今回はウスバキトンボも移動性昆虫のひとつとして非常に興味深いなと思いましたので、ご紹介させていただきました。
益田さん、情報提供を有難うございました。
ほんのり色づいてきたフジバカマ:長野県宮田村
猛暑の夏に、秋の兆し見え始めたようです。長野県宮田村にあるアサギマダラの里のフジバカマが色づいてきたと、笹木真由美さんが画像を送ってくださいました。「まだつぼみですが、全体的に見るとほんのり淡いピンク色の景色がきれいです」。



笹木さんによると、宮田村付近では「コオロギが鳴いています。お盆を過ぎると朝晩は涼しくて気持ち良いです」とのこと。信州の秋の入り口らしい雰囲気になってきましたね。
花だけではなく、一番下の画像の空にも注目してください。この空に浮かぶのは筋雲でしょうか。上空に冷たい風が流れている証拠でしょうね。
宮田村では「第7回 全国アサギマダラサミット&フェス in 宮田」を9月17日(土)・18日(日)に計画しています。
その頃になるときっとアサギマダラの里のフジバカマが満開になって、たくさんのアサギアマラを引き寄せるでしょうね。楽しみですね。
笹木さん、情報と画像を有難うございました。
挿し芽のスイゼンジナに根が出てきました:長野県北アルプス山麓
またまたスイゼンジナの話で恐縮です。
茎をカットしてペットボトルに入れておけば根が出るとお聞きしていましたので、早速挑戦してみました。長野県とは言え毎日30度超えが続く夏のちょっと涼しい室内です。季節的に良いのか悪いのかも分かりませんが、何と言っても挑戦ですから季節は問いませんよね。

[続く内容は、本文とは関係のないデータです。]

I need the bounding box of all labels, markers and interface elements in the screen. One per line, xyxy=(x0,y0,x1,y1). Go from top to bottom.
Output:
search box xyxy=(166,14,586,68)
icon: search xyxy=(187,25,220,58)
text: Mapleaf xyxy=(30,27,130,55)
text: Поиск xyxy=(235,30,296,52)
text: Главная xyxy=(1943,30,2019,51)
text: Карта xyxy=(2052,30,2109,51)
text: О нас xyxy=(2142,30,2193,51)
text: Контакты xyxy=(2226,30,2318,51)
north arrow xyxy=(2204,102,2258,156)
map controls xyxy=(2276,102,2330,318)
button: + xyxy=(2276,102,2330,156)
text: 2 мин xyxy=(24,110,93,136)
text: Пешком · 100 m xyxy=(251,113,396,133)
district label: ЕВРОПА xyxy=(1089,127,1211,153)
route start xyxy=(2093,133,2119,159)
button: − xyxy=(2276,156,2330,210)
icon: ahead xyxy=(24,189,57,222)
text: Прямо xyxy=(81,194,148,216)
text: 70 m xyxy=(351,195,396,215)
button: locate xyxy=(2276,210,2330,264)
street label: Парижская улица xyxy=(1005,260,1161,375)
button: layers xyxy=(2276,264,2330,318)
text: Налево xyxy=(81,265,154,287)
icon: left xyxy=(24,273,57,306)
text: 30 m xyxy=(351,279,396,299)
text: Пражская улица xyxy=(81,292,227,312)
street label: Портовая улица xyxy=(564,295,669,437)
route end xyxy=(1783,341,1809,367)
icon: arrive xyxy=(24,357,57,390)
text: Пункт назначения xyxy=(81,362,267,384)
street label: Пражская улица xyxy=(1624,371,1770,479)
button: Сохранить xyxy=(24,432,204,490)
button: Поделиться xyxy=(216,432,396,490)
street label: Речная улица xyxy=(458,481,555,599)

7月23日に例の株から一本の茎をカットし、下の葉っぱを数枚取り除き、写真のように水だけ入れたペットボトルに挿しておきました。葉っぱも捨ててはもったいないので、小さな瓶に入れて様子を見ていました。
8月1日。何か白いものが茎から出ているような・・・でも根とは思えないし・・・そんな訳で写真も撮らなかったのですが、2日によくよく見ると白い根が伸びているのを確認できました。
それぞれを拡大してみますね。

茎から数ミリの根が出ているのが見えるでしょう。やっぱ、根だったんですね。何もしないで放っておいて10日目です。
もう一方の葉っぱの下の葉柄からも根が出ています。この方が分かりやすいですね。

まさか葉っぱからも根が出るとは思わなかったのですが・・・ひとつの葉っぱからこんなにもたくさんの白い根が出ていました。
翌日の3日(11日目)の画像から、根の成長の速さをご覧ください。たった一日でこんなに伸びるんです。しかも夜の間に伸びていたんです。

葉柄の方はこちらです。

別の葉っぱからも短いですが根が出ていますね。たった一晩で数ミリの根が伸びました。ちょっと感動的ですよね。
根を出させるためには光を遮断しないといけないのかなとか、水を毎日替えないといけないのかなとか、実は色々考えたんです。でもアサギマダラの調査で山に通うことで忙しくて、そう立派な言い訳をして、放って置いたらこんな感じになっていたという訳です。
知識もない、世話もしないこんな私でも、とりあえずここまではできました。
気を良くしてさらに2本の茎をカットして、2つのペットボトルに入れてみました。さて、どうなるかしらね?
小学生の時にこんな宿題が夏休みにあったら、きっと楽しくっていっぱいいろんな植物を挿し芽したんだろうなと思いました。よろしければお子さんとご一緒にやってみられませんか?